Armand Rassenfosse (1862 – 1934)
Armand Rassenfosse (6 August 1862 – 28 January 1934) was a largely self-taught Belgian graphic artist, book illustrator and painter. His masterwork was a set of illustrations for Charles Baudelaire’s Les Fleurs du mal.
At the age of twenty-eight Rassenfosse decided to leave the family business and devote himself entirely to art. His work for Bénard provided a living, and Bénard also introduced him to the practice of lithography. In 1896, he became an intern under Jules Chéret, a lithographer known for his high-quality artistic posters, at the Chaix printing works in Paris. The same year he exhibited in the third salon of “La Libre Esthetique” in Brussels. From then on his reputation continued to grow, with more exhibitions and commissions, particularly for publications.
Rassenfosse illustrated the supplement to the 1895 catalog of Rops’ engravings published by Eugene Rodrigues in 1895. Between 1899 and 1901, Rassenfosse undertook a major contract with Rodrigues’s “Societe des Cent Bibliophiles” to illustrate Charles Baudelaire’s poems Les Fleurs du mal. He created 160 color etchings for the book. The book was published in an edition of only 130 copies. It is not only the magnum opus of Armand Rassenfosse, but is also generally considered one of the highlights in the field of book illustration.
Rassenfosse was appointed Secretary of the Section of Fine Arts as part of the Liège International Expo 1905, and a member of the administrative committee of the Liege Academy of Fine Arts. He participated in several international exhibitions in 1906. When Bénard died in 1907 he had to undertake greater responsibilities with the printing house, leaving him less time for artistic work, leading to a temporary period of stagnation. The death of his son in 1913 and the rigors of World War I caused another crisis. In response he locked himself away for days at a time, absorbed in his work.

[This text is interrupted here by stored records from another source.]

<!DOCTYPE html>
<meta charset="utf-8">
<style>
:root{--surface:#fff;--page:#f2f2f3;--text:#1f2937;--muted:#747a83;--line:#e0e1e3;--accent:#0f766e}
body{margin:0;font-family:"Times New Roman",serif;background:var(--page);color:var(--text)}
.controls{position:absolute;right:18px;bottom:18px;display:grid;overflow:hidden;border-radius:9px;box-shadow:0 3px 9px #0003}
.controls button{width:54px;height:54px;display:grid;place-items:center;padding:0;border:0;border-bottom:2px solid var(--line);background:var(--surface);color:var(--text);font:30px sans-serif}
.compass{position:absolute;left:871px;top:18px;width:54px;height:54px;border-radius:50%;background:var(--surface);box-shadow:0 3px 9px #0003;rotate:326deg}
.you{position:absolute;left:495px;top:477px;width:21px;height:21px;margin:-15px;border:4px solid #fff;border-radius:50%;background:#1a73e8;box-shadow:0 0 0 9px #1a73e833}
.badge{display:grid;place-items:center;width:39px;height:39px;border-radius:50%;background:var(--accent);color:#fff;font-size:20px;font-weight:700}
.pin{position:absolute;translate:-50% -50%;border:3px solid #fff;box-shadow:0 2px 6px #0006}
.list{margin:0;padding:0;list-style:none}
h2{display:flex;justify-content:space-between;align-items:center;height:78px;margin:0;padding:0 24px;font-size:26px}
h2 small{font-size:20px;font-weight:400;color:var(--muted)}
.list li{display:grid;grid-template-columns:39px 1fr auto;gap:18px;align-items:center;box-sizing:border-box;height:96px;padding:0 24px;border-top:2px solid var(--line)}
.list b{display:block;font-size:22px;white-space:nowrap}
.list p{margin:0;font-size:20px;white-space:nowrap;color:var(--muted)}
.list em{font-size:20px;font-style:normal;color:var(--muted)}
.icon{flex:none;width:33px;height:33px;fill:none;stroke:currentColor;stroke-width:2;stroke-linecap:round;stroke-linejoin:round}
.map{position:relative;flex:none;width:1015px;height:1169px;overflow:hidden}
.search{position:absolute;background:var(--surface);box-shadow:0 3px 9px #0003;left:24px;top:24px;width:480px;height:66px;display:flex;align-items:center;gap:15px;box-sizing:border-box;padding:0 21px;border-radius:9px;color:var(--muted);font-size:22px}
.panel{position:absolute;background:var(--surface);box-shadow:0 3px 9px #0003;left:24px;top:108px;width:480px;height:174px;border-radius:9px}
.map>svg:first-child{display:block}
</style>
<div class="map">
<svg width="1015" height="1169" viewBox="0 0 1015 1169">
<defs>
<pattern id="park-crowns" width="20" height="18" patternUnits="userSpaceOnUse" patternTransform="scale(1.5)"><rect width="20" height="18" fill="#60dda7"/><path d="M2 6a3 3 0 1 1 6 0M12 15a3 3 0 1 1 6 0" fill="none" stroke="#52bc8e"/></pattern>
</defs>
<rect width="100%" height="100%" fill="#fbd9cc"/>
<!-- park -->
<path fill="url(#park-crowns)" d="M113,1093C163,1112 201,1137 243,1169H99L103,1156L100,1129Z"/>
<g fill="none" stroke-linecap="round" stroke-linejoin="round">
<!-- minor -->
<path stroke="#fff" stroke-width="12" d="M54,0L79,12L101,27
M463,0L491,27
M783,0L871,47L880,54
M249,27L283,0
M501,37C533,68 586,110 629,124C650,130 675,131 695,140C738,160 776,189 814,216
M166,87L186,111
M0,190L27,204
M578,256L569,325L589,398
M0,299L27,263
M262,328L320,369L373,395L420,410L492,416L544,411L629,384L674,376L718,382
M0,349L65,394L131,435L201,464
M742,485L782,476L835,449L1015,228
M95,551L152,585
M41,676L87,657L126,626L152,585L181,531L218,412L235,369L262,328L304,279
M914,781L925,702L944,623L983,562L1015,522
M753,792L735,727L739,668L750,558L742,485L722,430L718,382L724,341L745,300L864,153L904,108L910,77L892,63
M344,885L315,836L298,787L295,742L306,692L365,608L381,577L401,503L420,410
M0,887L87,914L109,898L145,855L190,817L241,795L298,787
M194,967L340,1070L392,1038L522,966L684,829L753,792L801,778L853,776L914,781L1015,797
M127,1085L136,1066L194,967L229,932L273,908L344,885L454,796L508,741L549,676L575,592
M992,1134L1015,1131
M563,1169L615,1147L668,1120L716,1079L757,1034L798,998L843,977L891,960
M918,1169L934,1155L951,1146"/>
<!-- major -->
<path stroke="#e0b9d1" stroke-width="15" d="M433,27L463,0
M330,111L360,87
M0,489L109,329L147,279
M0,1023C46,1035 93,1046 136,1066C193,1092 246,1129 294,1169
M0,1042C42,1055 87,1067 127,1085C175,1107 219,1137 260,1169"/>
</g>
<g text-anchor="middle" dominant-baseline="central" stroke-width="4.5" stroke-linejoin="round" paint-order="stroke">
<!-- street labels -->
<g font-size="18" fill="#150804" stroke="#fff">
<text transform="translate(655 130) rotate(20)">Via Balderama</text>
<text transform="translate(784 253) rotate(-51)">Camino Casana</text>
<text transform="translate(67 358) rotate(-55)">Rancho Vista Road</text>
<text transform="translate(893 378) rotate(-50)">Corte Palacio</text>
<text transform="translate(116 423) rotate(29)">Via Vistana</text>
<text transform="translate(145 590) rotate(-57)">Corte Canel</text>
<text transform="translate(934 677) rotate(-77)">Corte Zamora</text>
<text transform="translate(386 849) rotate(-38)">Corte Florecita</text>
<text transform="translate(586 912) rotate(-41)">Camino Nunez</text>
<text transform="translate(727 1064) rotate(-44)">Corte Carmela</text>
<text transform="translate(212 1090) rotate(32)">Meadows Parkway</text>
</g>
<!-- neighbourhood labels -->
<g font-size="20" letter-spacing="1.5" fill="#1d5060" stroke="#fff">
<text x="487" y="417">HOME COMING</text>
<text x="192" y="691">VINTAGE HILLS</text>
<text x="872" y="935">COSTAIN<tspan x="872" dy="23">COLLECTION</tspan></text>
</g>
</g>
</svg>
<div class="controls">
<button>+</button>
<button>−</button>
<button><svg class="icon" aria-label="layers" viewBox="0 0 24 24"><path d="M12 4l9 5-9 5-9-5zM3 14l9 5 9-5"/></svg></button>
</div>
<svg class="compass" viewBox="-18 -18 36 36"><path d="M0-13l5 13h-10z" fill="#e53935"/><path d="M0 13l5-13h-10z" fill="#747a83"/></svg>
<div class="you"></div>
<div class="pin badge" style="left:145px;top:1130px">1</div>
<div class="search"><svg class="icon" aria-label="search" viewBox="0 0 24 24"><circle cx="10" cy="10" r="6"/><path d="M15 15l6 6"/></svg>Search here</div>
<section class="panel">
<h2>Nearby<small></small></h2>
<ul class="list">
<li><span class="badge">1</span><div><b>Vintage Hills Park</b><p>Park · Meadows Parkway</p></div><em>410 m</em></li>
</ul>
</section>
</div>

He began to work with oil on cardboard, with a smoother, more confident technique. Many of his paintings at this time were of women, mostly nudes in an intimate setting, but he also portrayed dancers in the rich scenery of Sergei Diaghilev’s Ballets Russes or dancers in the style of Isadora Duncan. He was interested in the theme of “hiercheuses”, as the young girls and women from the Liege coal industry were called. In some of his portraits of these women Rassenfosse depicts them as partly nude trollops, reflecting the traditional view of working women as being sexually promiscuous. The paintings showed them as younger and more attractive than the reality.
After the war ended, Rassenfosse continued to research new techniques of engraving and producing bookplates, and continued to make many illustrations for books. He received numerous titles and awards, including Commander of the Order of Leopold. Rassenfosse died in Liege on 28 January 1934.